[Collected data entries]
········

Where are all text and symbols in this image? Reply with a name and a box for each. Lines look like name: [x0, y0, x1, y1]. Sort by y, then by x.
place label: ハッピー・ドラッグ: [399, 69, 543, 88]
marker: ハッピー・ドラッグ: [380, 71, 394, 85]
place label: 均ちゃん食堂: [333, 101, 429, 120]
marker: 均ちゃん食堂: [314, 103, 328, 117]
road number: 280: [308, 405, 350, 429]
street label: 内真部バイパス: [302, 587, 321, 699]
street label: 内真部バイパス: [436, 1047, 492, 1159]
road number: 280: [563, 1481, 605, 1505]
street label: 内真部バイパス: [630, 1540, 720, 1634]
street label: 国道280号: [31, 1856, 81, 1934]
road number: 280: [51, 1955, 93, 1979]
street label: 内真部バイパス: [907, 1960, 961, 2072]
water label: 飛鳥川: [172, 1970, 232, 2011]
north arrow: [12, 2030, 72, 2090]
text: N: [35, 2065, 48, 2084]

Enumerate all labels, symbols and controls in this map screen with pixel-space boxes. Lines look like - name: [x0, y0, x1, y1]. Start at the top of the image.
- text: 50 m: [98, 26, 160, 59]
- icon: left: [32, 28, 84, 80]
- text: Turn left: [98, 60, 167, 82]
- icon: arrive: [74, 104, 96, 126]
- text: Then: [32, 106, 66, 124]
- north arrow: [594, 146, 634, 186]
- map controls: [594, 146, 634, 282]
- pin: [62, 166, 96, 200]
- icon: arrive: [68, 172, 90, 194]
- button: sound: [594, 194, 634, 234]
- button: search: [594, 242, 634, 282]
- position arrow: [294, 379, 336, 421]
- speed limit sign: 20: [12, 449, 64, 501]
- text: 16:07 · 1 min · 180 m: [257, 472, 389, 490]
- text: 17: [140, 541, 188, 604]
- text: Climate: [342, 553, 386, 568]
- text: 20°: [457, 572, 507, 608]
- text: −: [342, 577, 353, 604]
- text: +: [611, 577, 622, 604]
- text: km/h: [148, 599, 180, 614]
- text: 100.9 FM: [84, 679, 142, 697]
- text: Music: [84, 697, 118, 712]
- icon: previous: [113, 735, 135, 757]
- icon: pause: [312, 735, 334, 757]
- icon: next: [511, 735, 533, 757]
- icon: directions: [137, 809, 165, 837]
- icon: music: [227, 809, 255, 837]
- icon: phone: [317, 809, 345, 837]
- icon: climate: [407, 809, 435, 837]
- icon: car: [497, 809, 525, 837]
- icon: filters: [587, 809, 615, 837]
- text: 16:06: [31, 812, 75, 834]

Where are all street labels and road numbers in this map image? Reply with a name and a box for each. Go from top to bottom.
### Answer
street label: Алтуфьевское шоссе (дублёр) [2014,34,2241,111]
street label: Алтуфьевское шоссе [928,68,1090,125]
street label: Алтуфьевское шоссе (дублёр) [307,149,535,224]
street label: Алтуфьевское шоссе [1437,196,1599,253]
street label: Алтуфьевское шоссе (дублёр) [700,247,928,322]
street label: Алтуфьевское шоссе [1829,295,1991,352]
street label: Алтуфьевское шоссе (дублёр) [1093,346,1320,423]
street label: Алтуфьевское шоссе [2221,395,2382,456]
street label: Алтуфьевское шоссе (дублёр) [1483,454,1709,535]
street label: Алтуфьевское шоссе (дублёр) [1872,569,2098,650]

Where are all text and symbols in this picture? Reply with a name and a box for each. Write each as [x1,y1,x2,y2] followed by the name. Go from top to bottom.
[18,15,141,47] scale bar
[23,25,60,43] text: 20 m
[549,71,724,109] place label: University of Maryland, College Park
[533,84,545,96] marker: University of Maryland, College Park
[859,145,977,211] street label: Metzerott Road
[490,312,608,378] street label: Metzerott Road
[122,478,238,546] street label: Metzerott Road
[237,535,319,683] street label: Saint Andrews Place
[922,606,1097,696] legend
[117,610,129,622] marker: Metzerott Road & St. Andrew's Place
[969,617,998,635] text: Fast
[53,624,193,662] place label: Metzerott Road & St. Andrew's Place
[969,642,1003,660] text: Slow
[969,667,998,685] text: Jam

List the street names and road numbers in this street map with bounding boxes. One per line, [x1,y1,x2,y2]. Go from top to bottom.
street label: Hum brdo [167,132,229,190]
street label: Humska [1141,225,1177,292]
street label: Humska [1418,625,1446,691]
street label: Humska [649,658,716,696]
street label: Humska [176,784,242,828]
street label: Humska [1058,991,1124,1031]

········

TASK TO CARRY OUT. Set down only these lines, exactly: the one containing "Where are all text and symbols in this picture?" and each line after it through the end of the entries above.

SOLUTION TO THE PROBLEM.
Where are all text and symbols in this picture? Reply with a name and a box for each. Write each as [x1,y1,x2,y2] followed by the name. Go from top to bottom.
[18,15,141,47] scale bar
[23,25,60,43] text: 20 m
[549,71,724,109] place label: University of Maryland, College Park
[533,84,545,96] marker: University of Maryland, College Park
[859,145,977,211] street label: Metzerott Road
[490,312,608,378] street label: Metzerott Road
[122,478,238,546] street label: Metzerott Road
[237,535,319,683] street label: Saint Andrews Place
[922,606,1097,696] legend
[117,610,129,622] marker: Metzerott Road & St. Andrew's Place
[969,617,998,635] text: Fast
[53,624,193,662] place label: Metzerott Road & St. Andrew's Place
[969,642,1003,660] text: Slow
[969,667,998,685] text: Jam

List the street names and road numbers in this street map with bounding boxes. One per line, [x1,y1,x2,y2]. Go from top to bottom.
street label: Hum brdo [167,132,229,190]
street label: Humska [1141,225,1177,292]
street label: Humska [1418,625,1446,691]
street label: Humska [649,658,716,696]
street label: Humska [176,784,242,828]
street label: Humska [1058,991,1124,1031]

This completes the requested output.